» **TASK DIRECTIONS**:
Precise copying is required. Return the data below in full.

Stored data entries
==============================

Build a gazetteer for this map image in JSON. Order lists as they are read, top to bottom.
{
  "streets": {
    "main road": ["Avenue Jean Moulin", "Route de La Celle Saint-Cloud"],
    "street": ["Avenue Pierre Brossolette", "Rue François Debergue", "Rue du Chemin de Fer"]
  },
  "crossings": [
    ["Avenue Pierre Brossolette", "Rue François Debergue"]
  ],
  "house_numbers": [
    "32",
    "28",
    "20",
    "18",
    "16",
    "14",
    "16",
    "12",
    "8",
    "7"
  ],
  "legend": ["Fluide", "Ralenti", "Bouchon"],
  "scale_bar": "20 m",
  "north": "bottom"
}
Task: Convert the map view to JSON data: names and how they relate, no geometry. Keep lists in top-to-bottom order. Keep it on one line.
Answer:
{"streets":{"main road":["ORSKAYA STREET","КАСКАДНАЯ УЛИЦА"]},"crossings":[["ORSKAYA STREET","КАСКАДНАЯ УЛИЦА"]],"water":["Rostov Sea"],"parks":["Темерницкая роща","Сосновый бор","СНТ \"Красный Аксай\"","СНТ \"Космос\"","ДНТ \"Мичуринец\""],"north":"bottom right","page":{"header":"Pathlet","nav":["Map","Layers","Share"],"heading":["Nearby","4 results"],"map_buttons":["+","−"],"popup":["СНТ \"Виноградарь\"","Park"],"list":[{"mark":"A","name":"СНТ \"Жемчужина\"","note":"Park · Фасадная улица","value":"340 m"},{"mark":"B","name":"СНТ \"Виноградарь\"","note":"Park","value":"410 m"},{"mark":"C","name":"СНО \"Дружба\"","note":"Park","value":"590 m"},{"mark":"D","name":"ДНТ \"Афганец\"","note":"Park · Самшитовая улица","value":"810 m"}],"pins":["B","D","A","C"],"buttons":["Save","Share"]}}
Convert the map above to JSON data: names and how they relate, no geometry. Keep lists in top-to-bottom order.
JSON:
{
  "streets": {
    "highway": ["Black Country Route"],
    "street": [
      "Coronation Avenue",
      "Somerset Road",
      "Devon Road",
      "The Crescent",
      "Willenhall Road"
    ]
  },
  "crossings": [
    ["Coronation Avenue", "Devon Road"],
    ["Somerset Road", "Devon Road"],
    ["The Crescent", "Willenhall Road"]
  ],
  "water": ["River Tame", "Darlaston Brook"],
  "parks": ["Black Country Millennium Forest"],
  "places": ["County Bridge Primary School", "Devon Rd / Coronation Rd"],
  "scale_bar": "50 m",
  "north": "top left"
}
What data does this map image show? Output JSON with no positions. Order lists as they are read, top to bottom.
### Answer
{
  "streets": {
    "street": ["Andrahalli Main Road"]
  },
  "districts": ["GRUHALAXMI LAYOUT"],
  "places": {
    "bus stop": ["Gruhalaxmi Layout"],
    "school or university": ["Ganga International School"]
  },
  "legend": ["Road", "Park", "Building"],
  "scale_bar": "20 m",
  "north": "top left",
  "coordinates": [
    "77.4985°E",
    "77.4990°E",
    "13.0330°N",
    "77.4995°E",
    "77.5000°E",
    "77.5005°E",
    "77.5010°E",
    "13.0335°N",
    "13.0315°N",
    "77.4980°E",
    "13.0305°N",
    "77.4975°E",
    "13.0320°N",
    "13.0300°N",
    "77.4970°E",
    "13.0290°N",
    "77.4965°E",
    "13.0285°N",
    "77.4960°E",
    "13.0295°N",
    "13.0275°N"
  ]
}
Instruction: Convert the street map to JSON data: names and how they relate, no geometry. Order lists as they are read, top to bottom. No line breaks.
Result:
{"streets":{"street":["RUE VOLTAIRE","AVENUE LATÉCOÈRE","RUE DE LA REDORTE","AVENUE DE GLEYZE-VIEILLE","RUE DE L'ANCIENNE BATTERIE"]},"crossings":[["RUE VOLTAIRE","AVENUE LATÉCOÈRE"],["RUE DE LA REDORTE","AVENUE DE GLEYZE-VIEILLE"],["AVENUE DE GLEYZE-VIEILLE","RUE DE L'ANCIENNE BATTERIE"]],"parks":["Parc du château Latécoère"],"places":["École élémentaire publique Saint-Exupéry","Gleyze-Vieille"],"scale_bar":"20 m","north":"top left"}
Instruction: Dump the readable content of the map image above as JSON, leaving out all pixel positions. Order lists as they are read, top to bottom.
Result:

==============================

» **RESPONSE**:
Build a gazetteer for this map image in JSON. Order lists as they are read, top to bottom.
{
  "streets": {
    "main road": ["Avenue Jean Moulin", "Route de La Celle Saint-Cloud"],
    "street": ["Avenue Pierre Brossolette", "Rue François Debergue", "Rue du Chemin de Fer"]
  },
  "crossings": [
    ["Avenue Pierre Brossolette", "Rue François Debergue"]
  ],
  "house_numbers": [
    "32",
    "28",
    "20",
    "18",
    "16",
    "14",
    "16",
    "12",
    "8",
    "7"
  ],
  "legend": ["Fluide", "Ralenti", "Bouchon"],
  "scale_bar": "20 m",
  "north": "bottom"
}
Task: Convert the map view to JSON data: names and how they relate, no geometry. Keep lists in top-to-bottom order. Keep it on one line.
Answer:
{"streets":{"main road":["ORSKAYA STREET","КАСКАДНАЯ УЛИЦА"]},"crossings":[["ORSKAYA STREET","КАСКАДНАЯ УЛИЦА"]],"water":["Rostov Sea"],"parks":["Темерницкая роща","Сосновый бор","СНТ \"Красный Аксай\"","СНТ \"Космос\"","ДНТ \"Мичуринец\""],"north":"bottom right","page":{"header":"Pathlet","nav":["Map","Layers","Share"],"heading":["Nearby","4 results"],"map_buttons":["+","−"],"popup":["СНТ \"Виноградарь\"","Park"],"list":[{"mark":"A","name":"СНТ \"Жемчужина\"","note":"Park · Фасадная улица","value":"340 m"},{"mark":"B","name":"СНТ \"Виноградарь\"","note":"Park","value":"410 m"},{"mark":"C","name":"СНО \"Дружба\"","note":"Park","value":"590 m"},{"mark":"D","name":"ДНТ \"Афганец\"","note":"Park · Самшитовая улица","value":"810 m"}],"pins":["B","D","A","C"],"buttons":["Save","Share"]}}
Convert the map above to JSON data: names and how they relate, no geometry. Keep lists in top-to-bottom order.
JSON:
{
  "streets": {
    "highway": ["Black Country Route"],
    "street": [
      "Coronation Avenue",
      "Somerset Road",
      "Devon Road",
      "The Crescent",
      "Willenhall Road"
    ]
  },
  "crossings": [
    ["Coronation Avenue", "Devon Road"],
    ["Somerset Road", "Devon Road"],
    ["The Crescent", "Willenhall Road"]
  ],
  "water": ["River Tame", "Darlaston Brook"],
  "parks": ["Black Country Millennium Forest"],
  "places": ["County Bridge Primary School", "Devon Rd / Coronation Rd"],
  "scale_bar": "50 m",
  "north": "top left"
}
What data does this map image show? Output JSON with no positions. Order lists as they are read, top to bottom.
### Answer
{
  "streets": {
    "street": ["Andrahalli Main Road"]
  },
  "districts": ["GRUHALAXMI LAYOUT"],
  "places": {
    "bus stop": ["Gruhalaxmi Layout"],
    "school or university": ["Ganga International School"]
  },
  "legend": ["Road", "Park", "Building"],
  "scale_bar": "20 m",
  "north": "top left",
  "coordinates": [
    "77.4985°E",
    "77.4990°E",
    "13.0330°N",
    "77.4995°E",
    "77.5000°E",
    "77.5005°E",
    "77.5010°E",
    "13.0335°N",
    "13.0315°N",
    "77.4980°E",
    "13.0305°N",
    "77.4975°E",
    "13.0320°N",
    "13.0300°N",
    "77.4970°E",
    "13.0290°N",
    "77.4965°E",
    "13.0285°N",
    "77.4960°E",
    "13.0295°N",
    "13.0275°N"
  ]
}
Instruction: Convert the street map to JSON data: names and how they relate, no geometry. Order lists as they are read, top to bottom. No line breaks.
Result:
{"streets":{"street":["RUE VOLTAIRE","AVENUE LATÉCOÈRE","RUE DE LA REDORTE","AVENUE DE GLEYZE-VIEILLE","RUE DE L'ANCIENNE BATTERIE"]},"crossings":[["RUE VOLTAIRE","AVENUE LATÉCOÈRE"],["RUE DE LA REDORTE","AVENUE DE GLEYZE-VIEILLE"],["AVENUE DE GLEYZE-VIEILLE","RUE DE L'ANCIENNE BATTERIE"]],"parks":["Parc du château Latécoère"],"places":["École élémentaire publique Saint-Exupéry","Gleyze-Vieille"],"scale_bar":"20 m","north":"top left"}
Instruction: Dump the readable content of the map image above as JSON, leaving out all pixel positions. Order lists as they are read, top to bottom.
Result:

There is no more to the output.